STUDY CLAIMS JETER IS WORST FIELDING SHORTSTOP IN BASEBALL
Allow me to get all Mose Schrute on this article for a moment.
How's this for junk science - even with three Gold Gloves, Yankees captain Derek Jeter has been labeled the worst fielding shortstop in baseball.
In other words, the Post thinks the study is crap, but it's a slow news day. And its not really about Jeter. There is a pay off, bare with us.
But the numbers prove it, researchers at the University of Pennsylvania said yesterday at a meeting of the American Association for the Advancement of Science, in (of course) Boston.
The American Association for the Advancement of Science at UPENN had nothing better to do but rank MLB shortstops? They got that Cancer thing all figured out, and chemistry is for douches, so they want to move on to bigger and cooler problems. Hey, Congress can talk baseball, why can't labcoated nerds?
Using a complex statistical method, researchers concluded that Alex Rodriguez was one of the best shortstops in the game when he played for the Texas Rangers.
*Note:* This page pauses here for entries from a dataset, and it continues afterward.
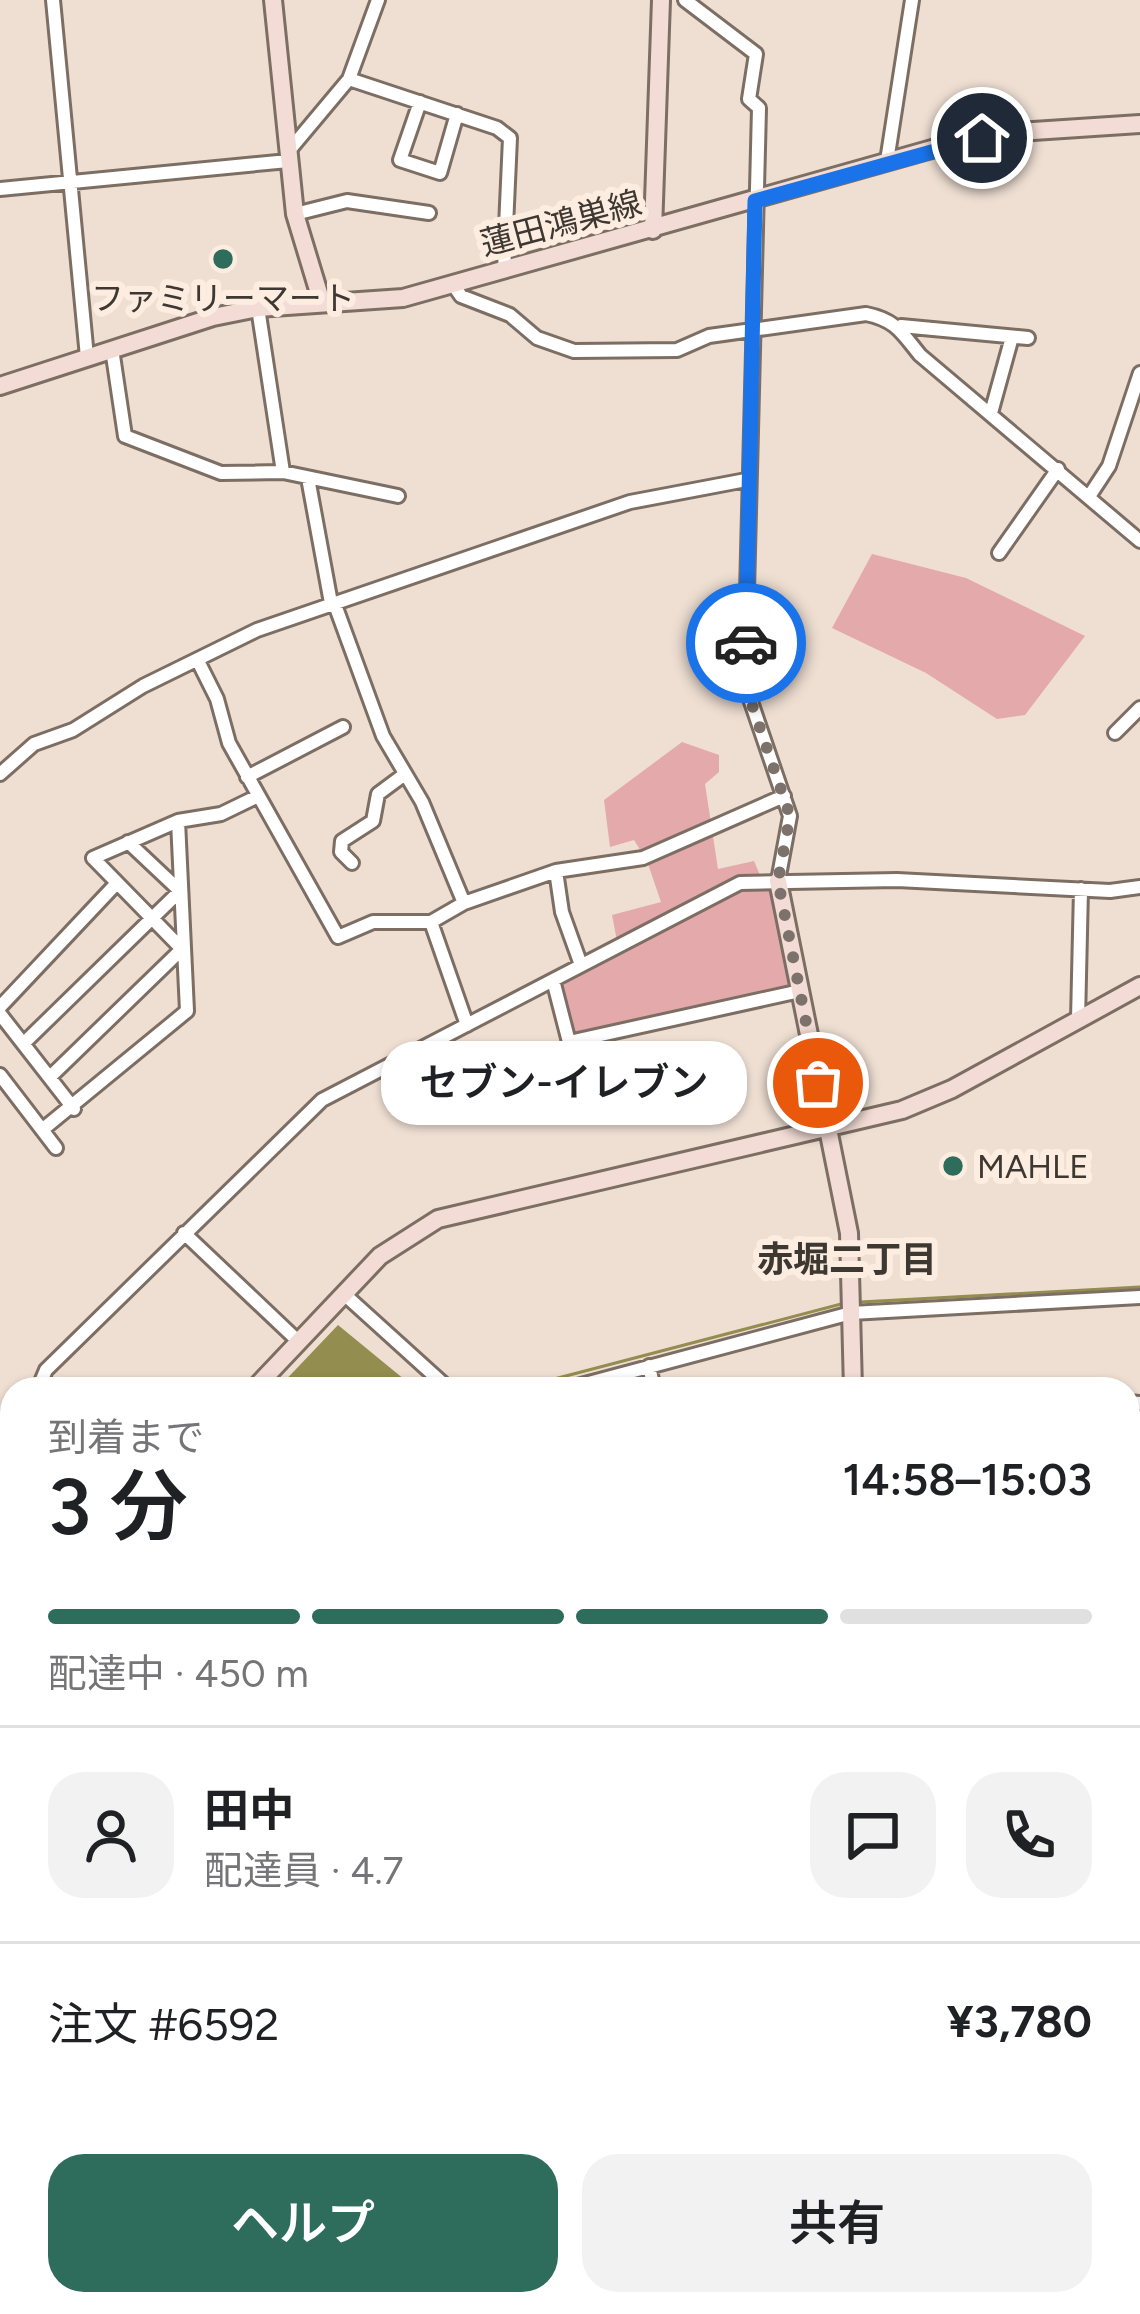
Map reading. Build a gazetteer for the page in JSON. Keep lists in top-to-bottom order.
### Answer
{
  "streets": {
    "street": ["蓮田鴻巣線"]
  },
  "districts": ["赤堀二丁目"],
  "places": ["ファミリーマート", "セブン-イレブン", "MAHLE"],
  "page": {
    "bubble": "セブン-イレブン",
    "heading": ["3 分", "到着まで", "14:58–15:03"],
    "panel": [
      "田中",
      "配達員 · 4.7",
      "注文 #6592",
      "¥3,780"
    ],
    "bar": "配達中 · 450 m",
    "buttons": ["ヘルプ", "共有"]
  }
}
When Rodriguez became a Yankee in 2004, he moved to third base while Jeter stayed at short.
You can see what's coming.
But that may have been a mistake, said Penn researcher Shane Jensen.
Wait for it.......
Researchers looked at every ball put in play from 2002 through 2005 and recorded where the shots went. Players were then ranked in each position from best to worst, with Mr. New York Baseball - Jeter - coming in dead last among major league shortstops during the research period. A-Rod, who won two Gold Gloves at short, was ranked No. 2
And there it is! Pitchers and catchers reported last week and the NY media needs to warm up too. Let the A-Rod/Jeter soap opera begin. Interesting data pool they are pulling from. 2002-2005. Three years. 1996-2001 when Jeter was probably at his statistical best but overshadowed by Omar Vizquel? They don't count for this study. Let's call them practice.
"The Yankees have one of the best defensive short stops playing out of position in deference to one of the worst defensive shortstops," said Jensen.
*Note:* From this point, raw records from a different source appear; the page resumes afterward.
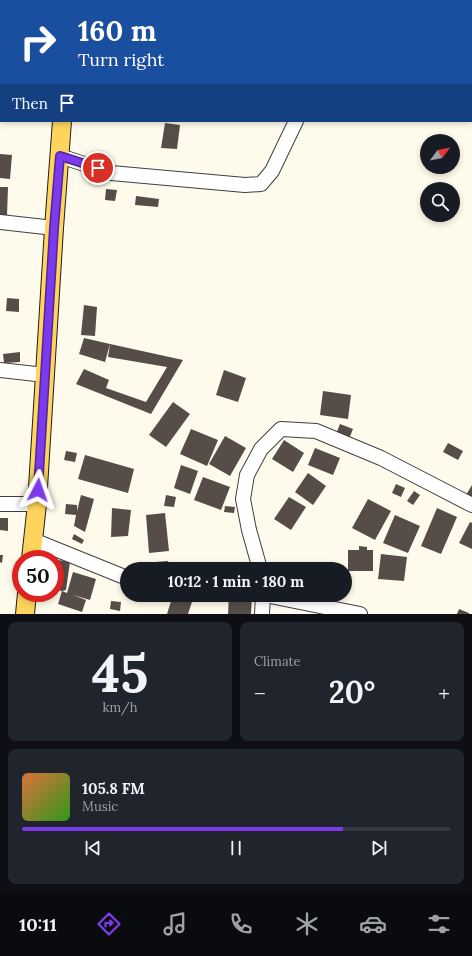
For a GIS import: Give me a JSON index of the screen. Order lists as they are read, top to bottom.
{
  "north": "top right",
  "page": {
    "turn": ["160 m", "Turn right"],
    "then": "Then",
    "limit": "50",
    "trip": "10:12 · 1 min · 180 m",
    "tile": [
      ["45", "km/h"],
      "Climate"
    ],
    "heat": ["−", "20°", "+"],
    "song": ["105.8 FM", "Music"],
    "tabs": "10:11"
  }
}
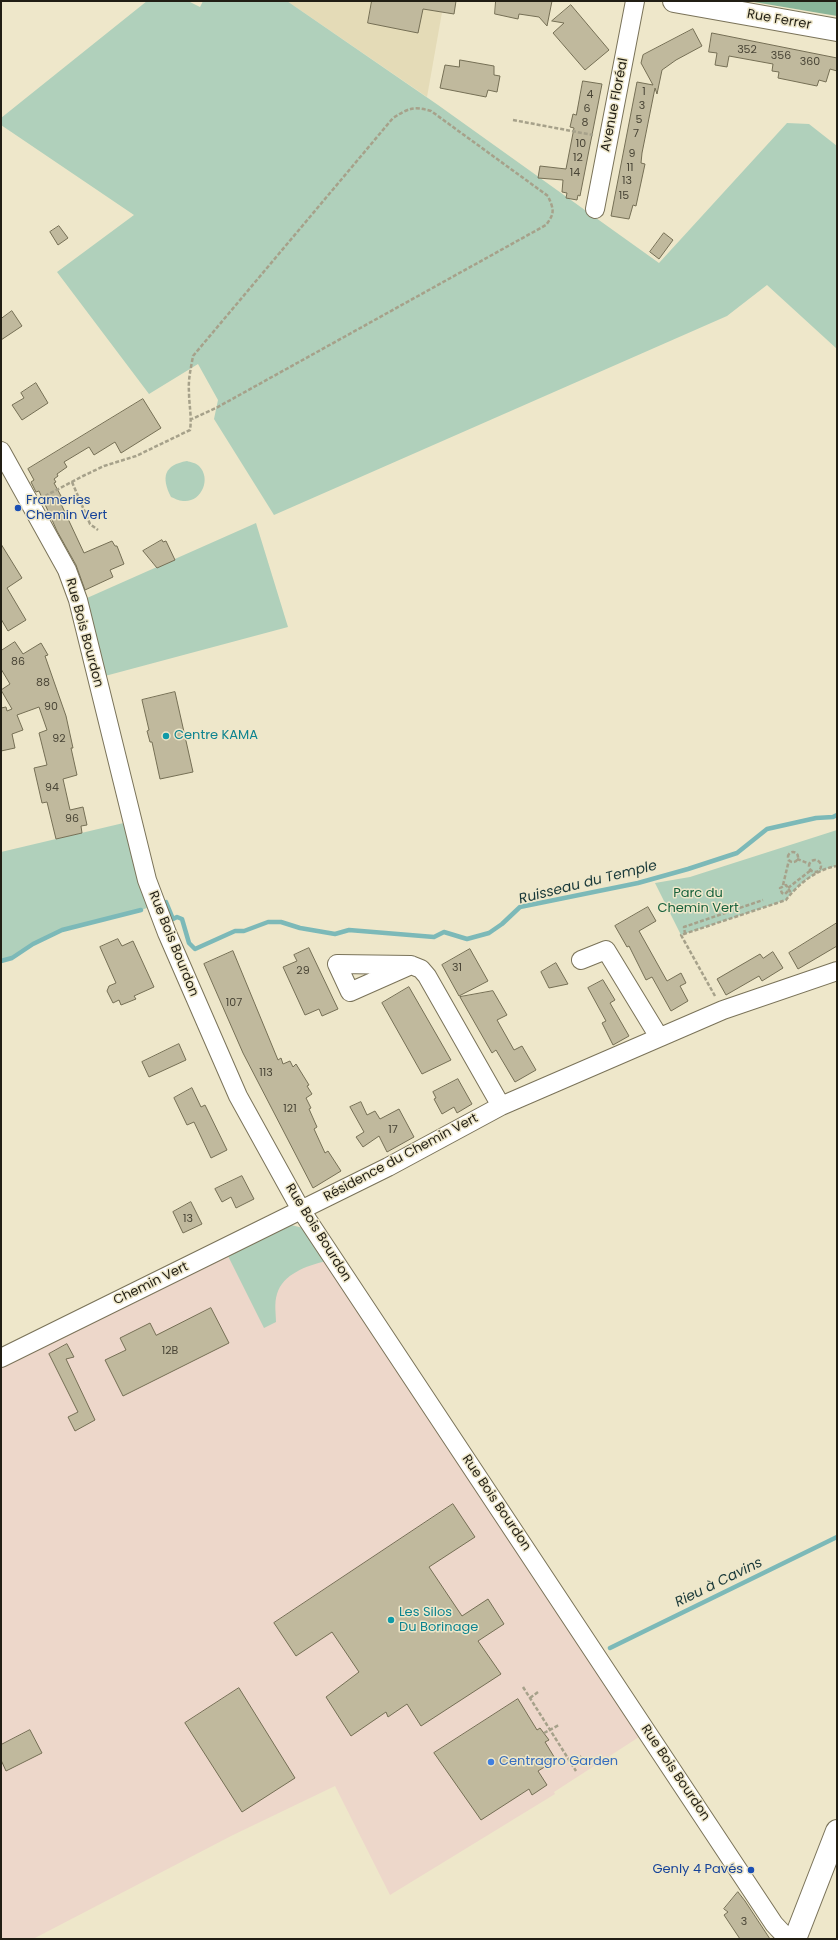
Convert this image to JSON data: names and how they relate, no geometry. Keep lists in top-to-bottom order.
{
  "streets": {
    "main road": ["Rue Ferrer"],
    "street": [
      "Avenue Floréal",
      "Rue Bois Bourdon",
      "Résidence du Chemin Vert",
      "Chemin Vert"
    ]
  },
  "crossings": [
    ["Rue Bois Bourdon", "Résidence du Chemin Vert"],
    ["Rue Bois Bourdon", "Chemin Vert"],
    ["Résidence du Chemin Vert", "Chemin Vert"]
  ],
  "water": ["Ruisseau du Temple", "Rieu à Cavins"],
  "parks": ["Parc du Chemin Vert"],
  "places": [
    "Frameries Chemin Vert",
    "Centre KAMA",
    "Les Silos Du Borinage",
    "Centragro Garden",
    "Genly 4 Pavés"
  ],
  "house_numbers": [
    "352",
    "356",
    "360",
    "1",
    "4",
    "3",
    "6",
    "5",
    "8",
    "7",
    "10",
    "9",
    "12",
    "11",
    "14",
    "13",
    "15",
    "86",
    "88",
    "90",
    "92",
    "94",
    "96",
    "31",
    "29",
    "107",
    "113",
    "121",
    "17",
    "13",
    "12B",
    "3"
  ]
}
Oh and we are pretty sure the research showed A-Rod gave it to Jeter's mom in the brown-eye. And keyed his car after a home game against the Devil Rays. We can't be sure though.
But New Yorkers scoffed at the notion.
And on cue, here come the last people Yankee fans want speaking for them, or as I like to refer to them 'The Mike and the Mad Dog callers.'
"I don't know what they're smoking down at Penn," said Yankees fan Mike Birch, 32. "That's preposterous. I completely disagree. Jeter's a clutch player."
Never said he wasn't clutch, they said statistically Jeter wasn't...
"It's ridiculous," said fan Jay Ricker, 22. "Jeter is all-around awesome. He's better than A-Rod any day. Character has a lot to do with it. He's out there for his teammates, not just himself. He does it for the good of the team. That's the kind of guy you want on the field."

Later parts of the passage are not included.